Data Collection: What Do We Gather and How Is It Used?
The scope of data collection depends on the definition of the "customer" within our platform. We distinguish between two key user groups:
Platform Users: To access our platform, users are only required to provide their email address, first name, and last name. Authentication is managed using Auth0 authentication standards to ensure security and compliance.
End Users: No personally identifiable customer data (PII) is collected from end users for analytics or CRM purposes. Instead, we focus on collecting data from LLM models to improve our services and insights.
Data Storage and Security Measures
We prioritize data security by storing all collected data in data centers within the European Union. These data centers are protected using multiple layers of security:
Restricted Access: Data is not exposed to the Internet and is only accessible through private networks and an encrypted VPN. The principle of least privilege access is enforced, ensuring only the relevant development team can access the data.
Encryption Standards: Data is securely transmitted via APIs using TLS 1.3 encryption. Access is safeguarded by authentication mechanisms (short-lived JWTs) and fine-grained role-based access control (RBAC), ensuring users only access the data they are authorized to view.
Web Application Firewall (WAF): API endpoints are protected using a WAF, adding another layer of defense against potential threats.
AI Model Providers and Updates
Our platform integrates with the APIs of the world's leading LLM providers, ensuring continuous updates and improvements.
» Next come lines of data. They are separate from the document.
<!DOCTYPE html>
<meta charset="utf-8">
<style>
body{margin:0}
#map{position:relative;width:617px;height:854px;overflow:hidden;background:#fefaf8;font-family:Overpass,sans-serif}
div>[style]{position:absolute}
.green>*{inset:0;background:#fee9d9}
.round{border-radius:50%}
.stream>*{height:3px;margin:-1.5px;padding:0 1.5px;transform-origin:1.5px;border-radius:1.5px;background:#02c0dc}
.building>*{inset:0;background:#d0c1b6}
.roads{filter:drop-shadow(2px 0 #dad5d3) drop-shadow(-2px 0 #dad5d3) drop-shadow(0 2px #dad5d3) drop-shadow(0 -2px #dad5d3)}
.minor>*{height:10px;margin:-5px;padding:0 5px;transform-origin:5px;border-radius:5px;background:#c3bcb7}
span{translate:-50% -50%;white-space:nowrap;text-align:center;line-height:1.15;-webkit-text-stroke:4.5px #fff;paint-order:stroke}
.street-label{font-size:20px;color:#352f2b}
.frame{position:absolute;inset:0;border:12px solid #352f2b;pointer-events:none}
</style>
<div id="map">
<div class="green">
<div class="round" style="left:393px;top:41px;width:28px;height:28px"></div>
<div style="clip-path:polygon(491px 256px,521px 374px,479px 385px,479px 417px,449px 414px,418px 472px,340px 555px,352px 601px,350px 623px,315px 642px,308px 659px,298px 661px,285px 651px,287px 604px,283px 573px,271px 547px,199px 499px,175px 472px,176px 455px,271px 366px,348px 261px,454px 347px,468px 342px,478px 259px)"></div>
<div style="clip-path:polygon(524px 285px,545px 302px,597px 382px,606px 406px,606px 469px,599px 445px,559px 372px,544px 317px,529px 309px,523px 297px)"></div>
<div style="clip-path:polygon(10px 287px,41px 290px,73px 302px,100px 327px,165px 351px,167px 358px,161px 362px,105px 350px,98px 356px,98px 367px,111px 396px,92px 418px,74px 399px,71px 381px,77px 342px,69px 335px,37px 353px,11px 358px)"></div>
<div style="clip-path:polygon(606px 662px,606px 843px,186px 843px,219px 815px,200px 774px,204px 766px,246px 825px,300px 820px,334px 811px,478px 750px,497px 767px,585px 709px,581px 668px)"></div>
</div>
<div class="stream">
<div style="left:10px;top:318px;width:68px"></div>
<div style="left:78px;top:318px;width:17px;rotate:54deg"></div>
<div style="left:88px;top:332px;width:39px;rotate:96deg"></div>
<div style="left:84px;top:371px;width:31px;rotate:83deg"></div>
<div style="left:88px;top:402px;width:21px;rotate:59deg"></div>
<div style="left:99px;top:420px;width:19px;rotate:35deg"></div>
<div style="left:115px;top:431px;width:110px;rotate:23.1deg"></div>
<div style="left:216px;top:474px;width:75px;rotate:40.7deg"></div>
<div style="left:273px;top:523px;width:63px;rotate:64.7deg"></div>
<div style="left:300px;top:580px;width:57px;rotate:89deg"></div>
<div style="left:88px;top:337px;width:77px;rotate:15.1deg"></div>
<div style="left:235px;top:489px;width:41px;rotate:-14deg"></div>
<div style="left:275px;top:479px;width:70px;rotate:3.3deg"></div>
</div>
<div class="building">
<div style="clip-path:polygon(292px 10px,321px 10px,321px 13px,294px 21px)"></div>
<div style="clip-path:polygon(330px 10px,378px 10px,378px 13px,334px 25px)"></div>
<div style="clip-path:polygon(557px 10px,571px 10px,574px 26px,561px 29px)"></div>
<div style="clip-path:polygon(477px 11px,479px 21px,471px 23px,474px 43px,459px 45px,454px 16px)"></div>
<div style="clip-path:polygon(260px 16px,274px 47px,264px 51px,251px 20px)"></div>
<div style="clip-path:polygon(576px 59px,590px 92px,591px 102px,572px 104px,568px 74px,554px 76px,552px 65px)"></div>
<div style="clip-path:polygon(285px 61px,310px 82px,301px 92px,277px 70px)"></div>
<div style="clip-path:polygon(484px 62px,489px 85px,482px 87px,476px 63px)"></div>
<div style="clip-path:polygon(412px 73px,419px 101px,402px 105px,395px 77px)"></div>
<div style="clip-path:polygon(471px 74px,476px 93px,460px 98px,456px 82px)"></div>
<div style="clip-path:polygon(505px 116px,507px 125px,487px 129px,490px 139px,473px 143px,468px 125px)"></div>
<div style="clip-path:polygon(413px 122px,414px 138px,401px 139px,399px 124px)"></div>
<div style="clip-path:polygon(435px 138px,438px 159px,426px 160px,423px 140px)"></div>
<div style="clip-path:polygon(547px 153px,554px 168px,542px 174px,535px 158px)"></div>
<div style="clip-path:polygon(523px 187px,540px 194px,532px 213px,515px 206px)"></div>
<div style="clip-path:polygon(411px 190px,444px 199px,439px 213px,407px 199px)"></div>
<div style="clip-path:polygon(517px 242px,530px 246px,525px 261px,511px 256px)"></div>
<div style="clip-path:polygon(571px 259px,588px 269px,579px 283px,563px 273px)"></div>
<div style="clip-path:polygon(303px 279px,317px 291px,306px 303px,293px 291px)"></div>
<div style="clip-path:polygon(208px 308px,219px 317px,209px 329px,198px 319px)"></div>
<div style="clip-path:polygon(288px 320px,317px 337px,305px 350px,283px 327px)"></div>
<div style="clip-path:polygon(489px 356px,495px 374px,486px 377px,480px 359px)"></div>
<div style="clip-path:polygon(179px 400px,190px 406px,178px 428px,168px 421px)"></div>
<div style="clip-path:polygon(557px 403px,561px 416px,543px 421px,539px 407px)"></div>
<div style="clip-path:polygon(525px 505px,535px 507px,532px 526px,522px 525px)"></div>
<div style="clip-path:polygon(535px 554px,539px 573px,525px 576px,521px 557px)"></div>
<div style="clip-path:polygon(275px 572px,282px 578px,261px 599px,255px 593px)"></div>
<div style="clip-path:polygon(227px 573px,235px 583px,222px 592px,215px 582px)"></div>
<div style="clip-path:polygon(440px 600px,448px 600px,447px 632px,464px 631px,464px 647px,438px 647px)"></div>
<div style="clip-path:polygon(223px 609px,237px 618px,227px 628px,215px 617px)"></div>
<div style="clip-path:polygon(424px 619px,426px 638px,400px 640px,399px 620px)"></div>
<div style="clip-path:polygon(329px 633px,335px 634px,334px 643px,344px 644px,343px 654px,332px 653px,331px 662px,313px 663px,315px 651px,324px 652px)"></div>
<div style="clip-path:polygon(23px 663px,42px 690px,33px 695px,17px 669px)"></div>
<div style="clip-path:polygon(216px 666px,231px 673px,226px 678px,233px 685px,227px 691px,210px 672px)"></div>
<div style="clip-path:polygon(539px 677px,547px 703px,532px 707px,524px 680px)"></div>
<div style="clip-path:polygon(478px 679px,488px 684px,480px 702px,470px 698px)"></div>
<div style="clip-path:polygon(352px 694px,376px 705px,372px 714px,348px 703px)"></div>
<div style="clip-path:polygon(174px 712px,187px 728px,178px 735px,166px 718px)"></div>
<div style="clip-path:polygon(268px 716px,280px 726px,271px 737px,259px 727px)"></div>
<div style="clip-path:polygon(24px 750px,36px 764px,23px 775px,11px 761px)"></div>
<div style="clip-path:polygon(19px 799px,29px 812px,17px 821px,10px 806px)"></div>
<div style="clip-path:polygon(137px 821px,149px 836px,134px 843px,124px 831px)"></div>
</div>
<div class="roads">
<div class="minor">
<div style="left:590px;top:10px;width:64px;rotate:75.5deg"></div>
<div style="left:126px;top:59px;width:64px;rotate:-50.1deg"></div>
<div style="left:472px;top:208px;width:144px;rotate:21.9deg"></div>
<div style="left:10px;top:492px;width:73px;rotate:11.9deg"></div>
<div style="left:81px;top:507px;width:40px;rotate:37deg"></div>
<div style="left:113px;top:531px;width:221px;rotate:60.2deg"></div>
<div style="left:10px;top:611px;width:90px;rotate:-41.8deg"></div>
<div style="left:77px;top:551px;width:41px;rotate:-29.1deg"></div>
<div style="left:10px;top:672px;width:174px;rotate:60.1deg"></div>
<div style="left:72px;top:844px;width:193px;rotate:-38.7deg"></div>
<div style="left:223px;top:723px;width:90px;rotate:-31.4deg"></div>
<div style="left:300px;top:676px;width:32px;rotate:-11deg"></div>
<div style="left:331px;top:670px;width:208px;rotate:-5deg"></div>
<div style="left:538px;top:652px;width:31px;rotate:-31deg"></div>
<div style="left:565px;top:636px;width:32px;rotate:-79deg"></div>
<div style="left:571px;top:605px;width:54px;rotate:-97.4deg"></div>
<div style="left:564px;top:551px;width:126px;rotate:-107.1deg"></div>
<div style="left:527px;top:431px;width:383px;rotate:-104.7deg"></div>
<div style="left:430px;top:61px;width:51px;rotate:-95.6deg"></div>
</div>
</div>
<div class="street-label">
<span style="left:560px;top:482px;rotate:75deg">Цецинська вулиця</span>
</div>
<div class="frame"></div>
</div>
As of February 18, our platform supports:
OpenAI
Gemini (latest version upgrade: Gemini 1.5 to Gemini 2.0)
Llama
Anthropic
Deepseek
Perplexity
We regularly assess and update our model offerings to ensure our users benefit from the latest advancements in AI.
Here's an up-to-date list of all the models used.
Security and Compliance in API Connections
To maintain a high level of security and compliance in our connections to AI model providers, we implement robust protection measures:
Encryption Protocols: All data in transit is secured using TLS 1.2/1.3 to ensure confidentiality and integrity.
Strict Authentication Mechanisms: We leverage OAuth 2.0 and API keys to connect with AI model providers, ensuring secure and controlled access.
Note: All connections to the LLM providers are encrypted and secure.
Certifications and Security Assessments
We uphold rigorous security standards through continuous assessments:
ISO 27001 Compliance: Our platform adheres to ISO 27001 standards, ensuring best practices in information security.
SOC 2 Certification (Type 1): We are SOC 2 Type 1 compliant, and we are actively working towards achieving SOC 2 Type 2.
Weekly Penetration Testing: We conduct security penetration tests using Acunetix every week to identify and address vulnerabilities proactively.
Data Privacy and Retention for the Share of Model Module
At Jellyfish, we prioritize the privacy and security of our users' data—especially when it comes to advanced AI integrations like the Share of Model.
For Share of Model, no client data is stored on our platform, with the exception of essential user metadata such as email address, first name, and last name. All other information used in the analysis process originates from publicly available data, specifically the output returned by the large language models (LLMs) during analysis.
Users retain full control over which AI models are used: the system supports case-by-case selection or exclusion of specific LLMs when initiating an analysis. This ensures transparency and flexibility in managing data flow through third-party providers.
Importantly, no confidential or proprietary client data is ever shared with third-party model providers. We have established contracts with all LLM providers that enforce strict non-retention clauses. Most of our partners guarantee zero data retention; in cases where minimal retention is necessary, the maximum duration is strictly limited to 30 days.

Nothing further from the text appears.